[Opening Supplied material section]

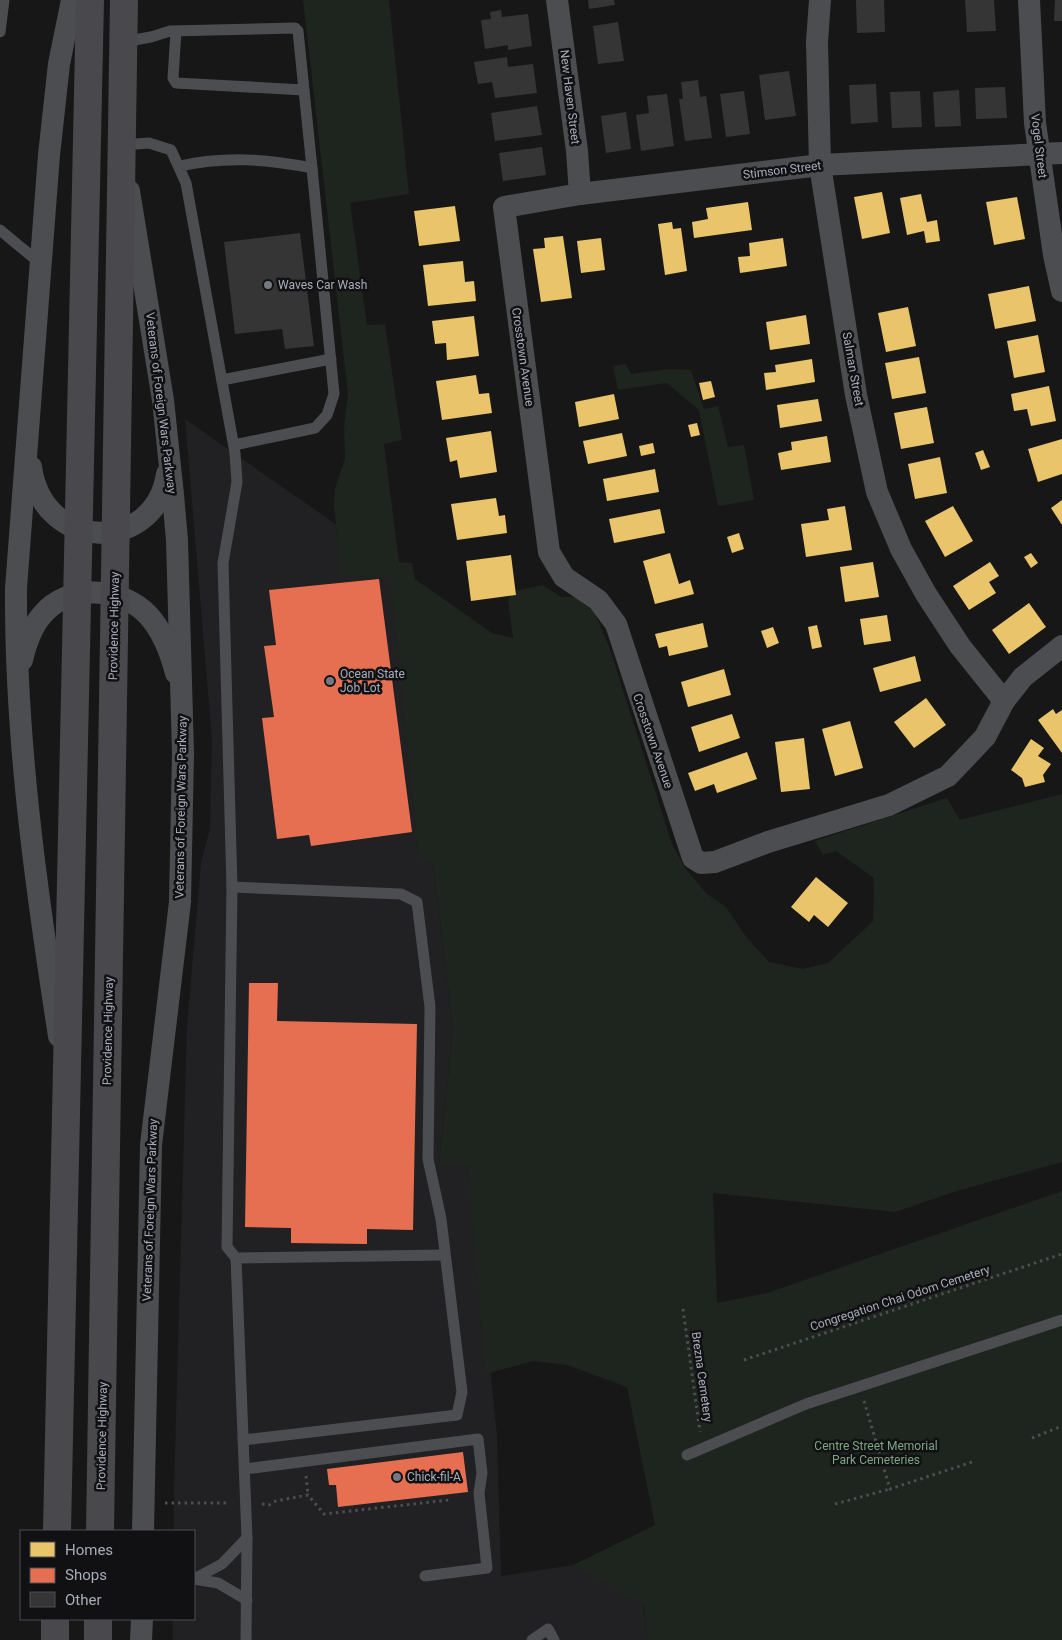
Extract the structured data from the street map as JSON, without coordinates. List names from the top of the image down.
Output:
{
  "streets": {
    "highway": ["Veterans of Foreign Wars Parkway", "Providence Highway"],
    "street": [
      "New Haven Street",
      "Vogel Street",
      "Stimson Street",
      "Crosstown Avenue",
      "Salman Street"
    ],
    "path": ["Congregation Chai Odom Cemetery", "Brezna Cemetery"]
  },
  "crossings": [
    ["New Haven Street", "Stimson Street"],
    ["Vogel Street", "Stimson Street"],
    ["Stimson Street", "Crosstown Avenue"],
    ["Stimson Street", "Salman Street"],
    ["Crosstown Avenue", "Salman Street"],
    ["Veterans of Foreign Wars Parkway", "Providence Highway"]
  ],
  "parks": ["Centre Street Memorial Park Cemeteries"],
  "places": ["Waves Car Wash", "Ocean State Job Lot", "Chick-fil-A"],
  "legend": ["Homes", "Shops", "Other"]
}
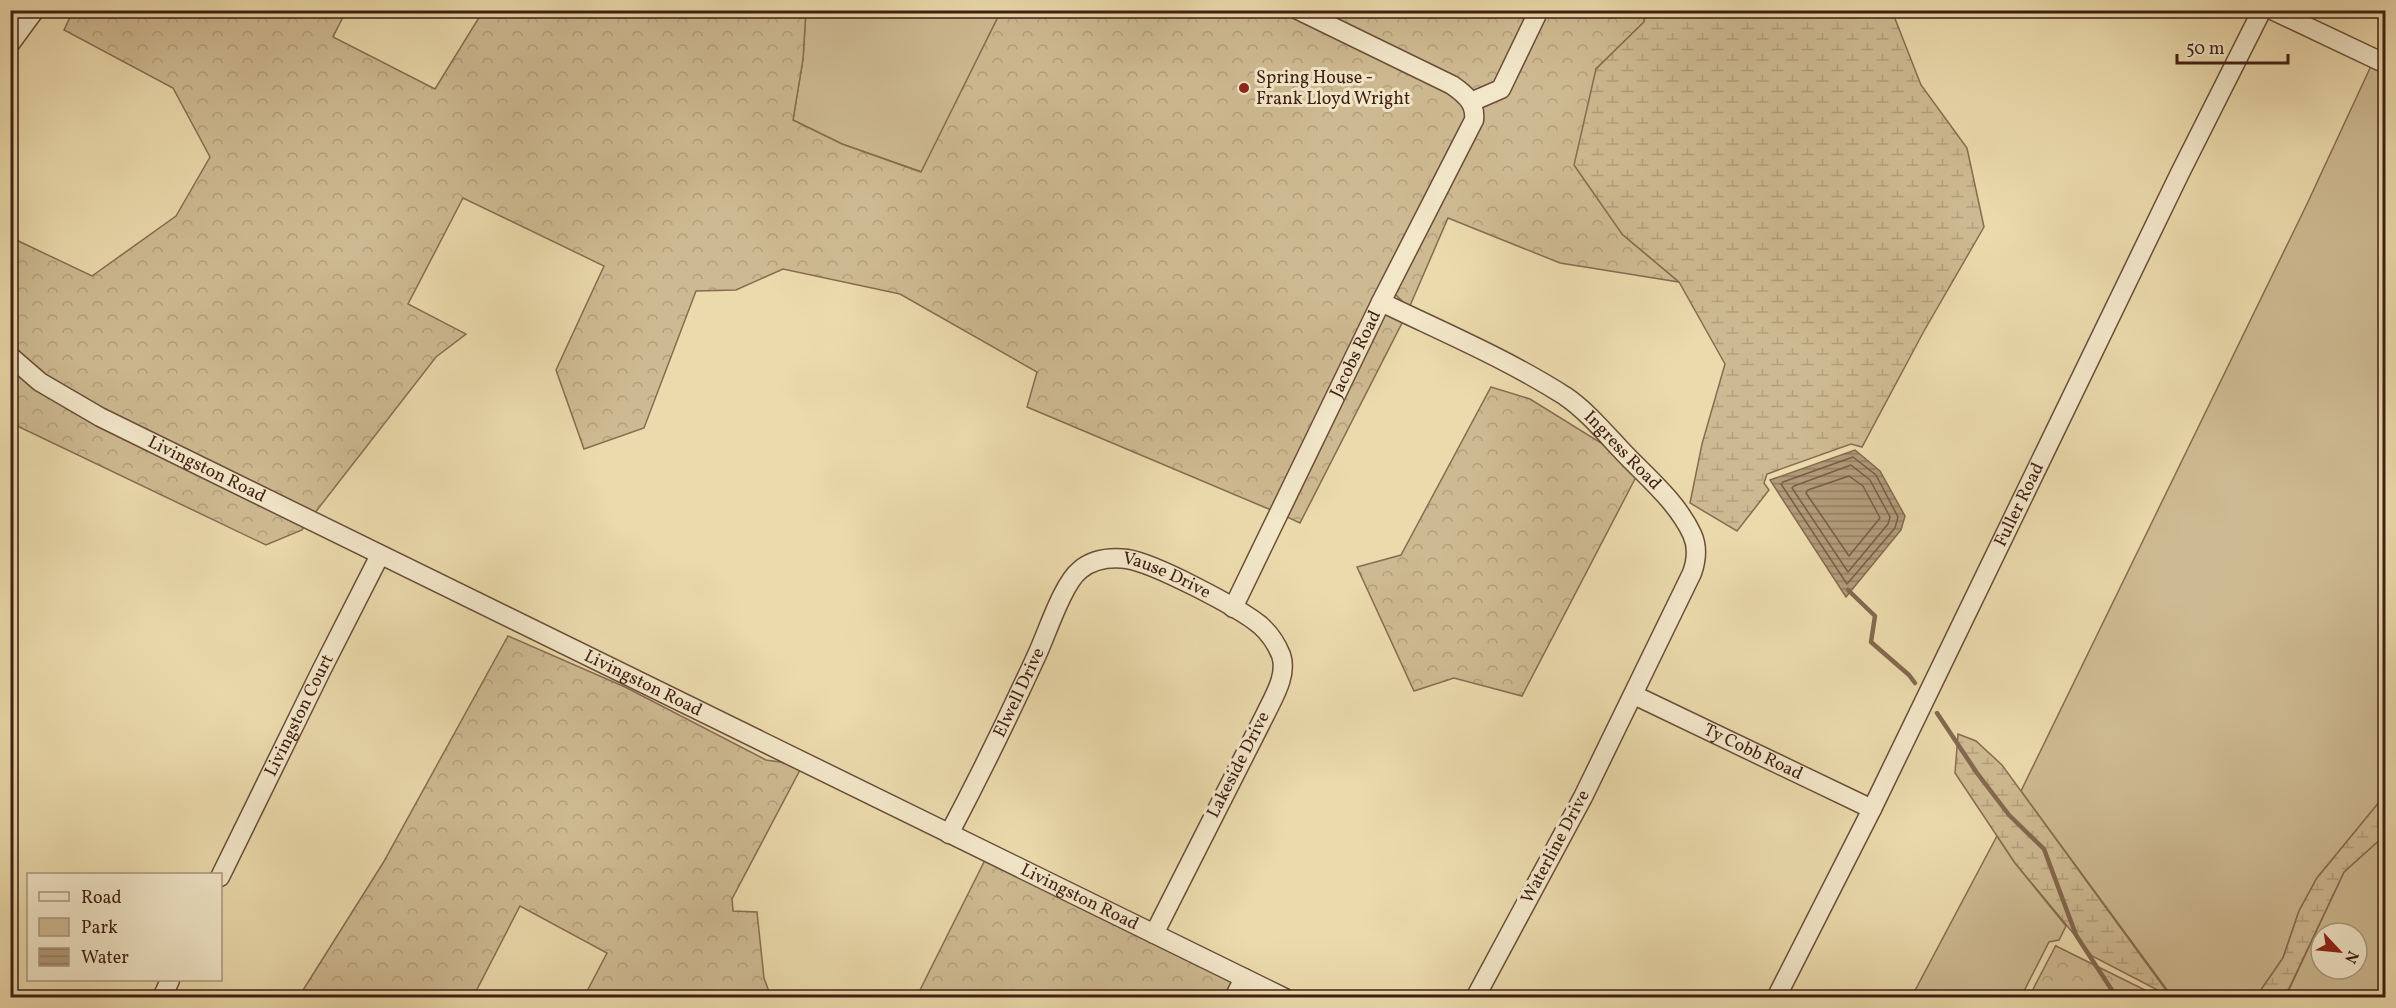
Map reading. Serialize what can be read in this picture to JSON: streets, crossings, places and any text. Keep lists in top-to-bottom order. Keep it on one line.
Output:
{"streets":{"street":["Jacobs Road","Ingress Road","Livingston Road","Fuller Road","Vause Drive","Elwell Drive","Livingston Court","Ty Cobb Road","Lakeside Drive","Waterline Drive"]},"crossings":[["Jacobs Road","Ingress Road"],["Jacobs Road","Vause Drive"],["Jacobs Road","Lakeside Drive"],["Ingress Road","Ty Cobb Road"],["Ingress Road","Waterline Drive"],["Livingston Road","Elwell Drive"],["Livingston Road","Livingston Court"],["Livingston Road","Lakeside Drive"],["Fuller Road","Ty Cobb Road"],["Vause Drive","Elwell Drive"],["Vause Drive","Lakeside Drive"],["Ty Cobb Road","Waterline Drive"]],"places":["Spring House - Frank Lloyd Wright"],"legend":["Road","Park","Water"],"scale_bar":"50 m","north":"bottom right"}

[Closing Supplied material section]

Copy all lines of the preceding data that hold the word "JSON".

Extract the structured data from the street map as JSON, without coordinates. List names from the top of the image down.
Map reading. Serialize what can be read in this picture to JSON: streets, crossings, places and any text. Keep lists in top-to-bottom order. Keep it on one line.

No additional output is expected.